── PROVIDED ENTRIES
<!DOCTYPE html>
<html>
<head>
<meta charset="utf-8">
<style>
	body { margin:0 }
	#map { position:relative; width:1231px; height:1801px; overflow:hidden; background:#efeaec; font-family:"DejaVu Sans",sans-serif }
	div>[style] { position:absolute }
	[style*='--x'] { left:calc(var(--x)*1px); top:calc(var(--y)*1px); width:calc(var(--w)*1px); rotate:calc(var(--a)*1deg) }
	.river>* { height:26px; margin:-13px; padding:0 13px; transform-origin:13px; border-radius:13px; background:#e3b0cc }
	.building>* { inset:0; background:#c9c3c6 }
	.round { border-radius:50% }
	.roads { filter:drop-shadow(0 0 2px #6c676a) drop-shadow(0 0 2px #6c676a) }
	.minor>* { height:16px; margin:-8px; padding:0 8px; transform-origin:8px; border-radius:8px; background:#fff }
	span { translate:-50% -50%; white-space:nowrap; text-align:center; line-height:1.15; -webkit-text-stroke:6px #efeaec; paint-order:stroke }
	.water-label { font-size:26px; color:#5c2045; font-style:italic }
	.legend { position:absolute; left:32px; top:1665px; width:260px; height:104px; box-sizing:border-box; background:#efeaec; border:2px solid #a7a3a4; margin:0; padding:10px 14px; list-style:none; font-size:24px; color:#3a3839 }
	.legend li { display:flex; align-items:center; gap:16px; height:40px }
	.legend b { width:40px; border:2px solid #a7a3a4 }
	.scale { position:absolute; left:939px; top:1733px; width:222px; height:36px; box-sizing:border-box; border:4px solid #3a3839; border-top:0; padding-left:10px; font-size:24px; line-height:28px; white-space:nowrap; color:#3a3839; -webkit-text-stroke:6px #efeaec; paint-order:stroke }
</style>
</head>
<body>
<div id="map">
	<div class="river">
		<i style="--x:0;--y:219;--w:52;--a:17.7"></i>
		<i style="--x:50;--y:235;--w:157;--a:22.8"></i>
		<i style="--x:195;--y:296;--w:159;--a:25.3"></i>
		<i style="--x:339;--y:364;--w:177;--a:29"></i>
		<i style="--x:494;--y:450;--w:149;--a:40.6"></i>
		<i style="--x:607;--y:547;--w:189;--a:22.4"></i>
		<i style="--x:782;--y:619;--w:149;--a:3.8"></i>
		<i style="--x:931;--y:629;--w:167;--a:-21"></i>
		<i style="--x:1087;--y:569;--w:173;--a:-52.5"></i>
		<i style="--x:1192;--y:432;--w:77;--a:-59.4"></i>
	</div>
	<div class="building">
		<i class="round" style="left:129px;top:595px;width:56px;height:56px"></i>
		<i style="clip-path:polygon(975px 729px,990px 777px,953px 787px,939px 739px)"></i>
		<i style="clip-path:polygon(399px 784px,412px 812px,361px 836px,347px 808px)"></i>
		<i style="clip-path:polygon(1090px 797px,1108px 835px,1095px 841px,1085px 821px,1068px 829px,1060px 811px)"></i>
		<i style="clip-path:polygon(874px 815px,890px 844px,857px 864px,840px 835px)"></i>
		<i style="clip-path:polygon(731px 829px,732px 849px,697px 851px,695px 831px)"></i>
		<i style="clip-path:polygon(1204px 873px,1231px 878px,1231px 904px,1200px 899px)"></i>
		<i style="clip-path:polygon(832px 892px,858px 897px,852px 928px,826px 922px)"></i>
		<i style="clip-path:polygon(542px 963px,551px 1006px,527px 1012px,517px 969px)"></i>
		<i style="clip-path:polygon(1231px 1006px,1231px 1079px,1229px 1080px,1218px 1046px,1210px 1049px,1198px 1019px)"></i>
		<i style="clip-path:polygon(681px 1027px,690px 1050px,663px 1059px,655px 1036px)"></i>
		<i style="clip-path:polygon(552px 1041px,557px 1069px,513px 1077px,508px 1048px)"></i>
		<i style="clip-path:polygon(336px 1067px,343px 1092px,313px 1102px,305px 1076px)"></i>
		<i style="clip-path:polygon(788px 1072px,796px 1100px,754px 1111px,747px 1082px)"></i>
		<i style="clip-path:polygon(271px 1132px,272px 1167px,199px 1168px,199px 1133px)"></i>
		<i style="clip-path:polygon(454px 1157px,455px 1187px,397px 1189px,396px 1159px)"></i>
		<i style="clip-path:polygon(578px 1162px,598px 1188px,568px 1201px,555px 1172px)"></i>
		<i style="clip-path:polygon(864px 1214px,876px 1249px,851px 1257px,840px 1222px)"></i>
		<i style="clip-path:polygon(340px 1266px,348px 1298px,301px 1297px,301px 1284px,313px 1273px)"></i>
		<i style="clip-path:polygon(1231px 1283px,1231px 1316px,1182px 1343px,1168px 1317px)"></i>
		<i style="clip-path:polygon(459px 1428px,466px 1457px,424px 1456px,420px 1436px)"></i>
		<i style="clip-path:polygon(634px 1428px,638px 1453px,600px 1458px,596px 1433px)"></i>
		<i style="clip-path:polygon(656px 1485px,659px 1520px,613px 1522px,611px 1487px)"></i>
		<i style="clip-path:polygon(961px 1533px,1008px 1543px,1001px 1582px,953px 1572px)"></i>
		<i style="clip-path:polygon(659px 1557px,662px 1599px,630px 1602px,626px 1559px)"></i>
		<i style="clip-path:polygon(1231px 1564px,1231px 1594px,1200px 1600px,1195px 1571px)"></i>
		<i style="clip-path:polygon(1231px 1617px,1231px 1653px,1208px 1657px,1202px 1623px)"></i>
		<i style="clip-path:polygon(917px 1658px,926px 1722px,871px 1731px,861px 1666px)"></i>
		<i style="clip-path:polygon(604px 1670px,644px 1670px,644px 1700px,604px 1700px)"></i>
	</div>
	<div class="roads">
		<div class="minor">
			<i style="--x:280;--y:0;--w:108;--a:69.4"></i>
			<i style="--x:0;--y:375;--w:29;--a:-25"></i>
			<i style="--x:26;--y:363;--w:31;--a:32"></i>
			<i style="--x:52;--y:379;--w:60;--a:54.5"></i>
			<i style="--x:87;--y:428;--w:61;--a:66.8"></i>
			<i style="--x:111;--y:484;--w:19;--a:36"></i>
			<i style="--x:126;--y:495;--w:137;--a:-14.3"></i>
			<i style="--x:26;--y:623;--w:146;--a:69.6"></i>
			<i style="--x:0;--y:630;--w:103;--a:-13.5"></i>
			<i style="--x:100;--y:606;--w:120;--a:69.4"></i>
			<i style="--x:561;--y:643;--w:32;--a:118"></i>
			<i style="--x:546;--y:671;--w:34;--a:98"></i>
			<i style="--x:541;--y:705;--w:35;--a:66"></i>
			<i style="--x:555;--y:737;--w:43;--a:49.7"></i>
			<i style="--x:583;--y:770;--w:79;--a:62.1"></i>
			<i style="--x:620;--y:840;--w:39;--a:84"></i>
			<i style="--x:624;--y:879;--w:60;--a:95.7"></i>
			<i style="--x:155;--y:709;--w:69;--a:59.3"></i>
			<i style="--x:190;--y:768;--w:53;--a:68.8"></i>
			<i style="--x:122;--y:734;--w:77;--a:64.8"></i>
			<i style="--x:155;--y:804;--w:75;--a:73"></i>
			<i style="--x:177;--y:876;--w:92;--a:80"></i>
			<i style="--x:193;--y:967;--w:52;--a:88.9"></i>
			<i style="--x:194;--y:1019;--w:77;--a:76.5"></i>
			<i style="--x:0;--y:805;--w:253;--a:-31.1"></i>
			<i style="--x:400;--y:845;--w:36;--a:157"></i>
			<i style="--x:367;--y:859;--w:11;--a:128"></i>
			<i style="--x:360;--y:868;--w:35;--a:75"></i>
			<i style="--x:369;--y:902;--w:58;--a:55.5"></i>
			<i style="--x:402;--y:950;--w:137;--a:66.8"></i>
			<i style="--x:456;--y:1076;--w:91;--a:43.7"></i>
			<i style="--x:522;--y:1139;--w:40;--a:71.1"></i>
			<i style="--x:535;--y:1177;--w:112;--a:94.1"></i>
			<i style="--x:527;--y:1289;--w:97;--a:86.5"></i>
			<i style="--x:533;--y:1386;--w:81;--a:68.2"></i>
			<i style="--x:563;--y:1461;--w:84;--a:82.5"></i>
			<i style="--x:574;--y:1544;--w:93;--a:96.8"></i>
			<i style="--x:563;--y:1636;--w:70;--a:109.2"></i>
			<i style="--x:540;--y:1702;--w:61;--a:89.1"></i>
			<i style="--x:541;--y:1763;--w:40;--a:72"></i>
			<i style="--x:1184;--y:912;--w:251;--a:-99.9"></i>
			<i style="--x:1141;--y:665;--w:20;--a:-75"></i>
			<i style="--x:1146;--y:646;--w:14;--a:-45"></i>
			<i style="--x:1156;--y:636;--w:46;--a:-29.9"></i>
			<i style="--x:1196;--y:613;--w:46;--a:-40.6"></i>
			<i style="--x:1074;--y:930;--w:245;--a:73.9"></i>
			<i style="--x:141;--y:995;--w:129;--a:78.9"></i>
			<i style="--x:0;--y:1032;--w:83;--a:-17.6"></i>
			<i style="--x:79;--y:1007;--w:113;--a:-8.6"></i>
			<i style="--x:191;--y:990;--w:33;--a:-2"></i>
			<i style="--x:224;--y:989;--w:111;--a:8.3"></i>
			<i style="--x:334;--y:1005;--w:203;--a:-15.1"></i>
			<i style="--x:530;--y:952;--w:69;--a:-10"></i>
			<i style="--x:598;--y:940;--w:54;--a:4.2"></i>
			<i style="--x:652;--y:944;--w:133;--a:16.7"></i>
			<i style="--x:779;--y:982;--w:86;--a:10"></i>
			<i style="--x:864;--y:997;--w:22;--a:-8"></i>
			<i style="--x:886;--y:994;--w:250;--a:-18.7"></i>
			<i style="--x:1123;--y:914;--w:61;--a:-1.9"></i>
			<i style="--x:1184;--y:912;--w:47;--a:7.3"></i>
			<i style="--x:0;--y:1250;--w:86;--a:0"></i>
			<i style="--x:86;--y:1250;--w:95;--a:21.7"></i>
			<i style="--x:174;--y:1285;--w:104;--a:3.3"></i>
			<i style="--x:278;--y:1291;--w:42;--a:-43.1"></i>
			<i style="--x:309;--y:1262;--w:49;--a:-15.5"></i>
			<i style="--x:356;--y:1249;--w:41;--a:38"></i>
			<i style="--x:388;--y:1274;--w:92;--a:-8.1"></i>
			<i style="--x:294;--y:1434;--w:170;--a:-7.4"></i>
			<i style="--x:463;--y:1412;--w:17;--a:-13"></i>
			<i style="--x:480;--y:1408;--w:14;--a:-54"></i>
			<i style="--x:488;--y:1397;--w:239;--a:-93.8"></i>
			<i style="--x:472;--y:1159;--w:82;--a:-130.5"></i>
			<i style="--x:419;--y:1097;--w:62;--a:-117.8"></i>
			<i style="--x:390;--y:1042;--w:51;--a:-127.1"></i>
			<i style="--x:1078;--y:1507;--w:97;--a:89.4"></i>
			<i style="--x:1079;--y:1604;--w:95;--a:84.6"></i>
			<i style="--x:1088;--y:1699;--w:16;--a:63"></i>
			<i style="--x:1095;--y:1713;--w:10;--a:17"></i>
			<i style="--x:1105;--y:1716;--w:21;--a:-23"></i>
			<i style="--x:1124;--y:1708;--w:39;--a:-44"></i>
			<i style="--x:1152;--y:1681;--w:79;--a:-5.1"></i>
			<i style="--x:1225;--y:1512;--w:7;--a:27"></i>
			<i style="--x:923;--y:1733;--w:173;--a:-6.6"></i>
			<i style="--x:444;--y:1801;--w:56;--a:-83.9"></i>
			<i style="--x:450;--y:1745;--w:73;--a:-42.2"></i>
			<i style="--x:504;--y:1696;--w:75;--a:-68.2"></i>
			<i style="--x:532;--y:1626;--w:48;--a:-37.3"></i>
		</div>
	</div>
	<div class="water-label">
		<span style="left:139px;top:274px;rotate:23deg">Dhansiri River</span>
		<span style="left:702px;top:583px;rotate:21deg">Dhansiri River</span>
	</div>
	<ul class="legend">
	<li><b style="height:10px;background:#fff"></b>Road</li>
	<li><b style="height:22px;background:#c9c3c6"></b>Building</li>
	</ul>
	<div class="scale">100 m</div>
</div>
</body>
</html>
────
» **TASK STATEMENT**:
Beginning with the very first line of the material, please return exactly each line down to and including the one with "display:flex; align-items:center; gap:16px;".

» **EXERCISE RESPONSE**:
<!DOCTYPE html>
<html>
<head>
<meta charset="utf-8">
<style>
	body { margin:0 }
	#map { position:relative; width:1231px; height:1801px; overflow:hidden; background:#efeaec; font-family:"DejaVu Sans",sans-serif }
	div>[style] { position:absolute }
	[style*='--x'] { left:calc(var(--x)*1px); top:calc(var(--y)*1px); width:calc(var(--w)*1px); rotate:calc(var(--a)*1deg) }
	.river>* { height:26px; margin:-13px; padding:0 13px; transform-origin:13px; border-radius:13px; background:#e3b0cc }
	.building>* { inset:0; background:#c9c3c6 }
	.round { border-radius:50% }
	.roads { filter:drop-shadow(0 0 2px #6c676a) drop-shadow(0 0 2px #6c676a) }
	.minor>* { height:16px; margin:-8px; padding:0 8px; transform-origin:8px; border-radius:8px; background:#fff }
	span { translate:-50% -50%; white-space:nowrap; text-align:center; line-height:1.15; -webkit-text-stroke:6px #efeaec; paint-order:stroke }
	.water-label { font-size:26px; color:#5c2045; font-style:italic }
	.legend { position:absolute; left:32px; top:1665px; width:260px; height:104px; box-sizing:border-box; background:#efeaec; border:2px solid #a7a3a4; margin:0; padding:10px 14px; list-style:none; font-size:24px; color:#3a3839 }
	.legend li { display:flex; align-items:center; gap:16px; height:40px }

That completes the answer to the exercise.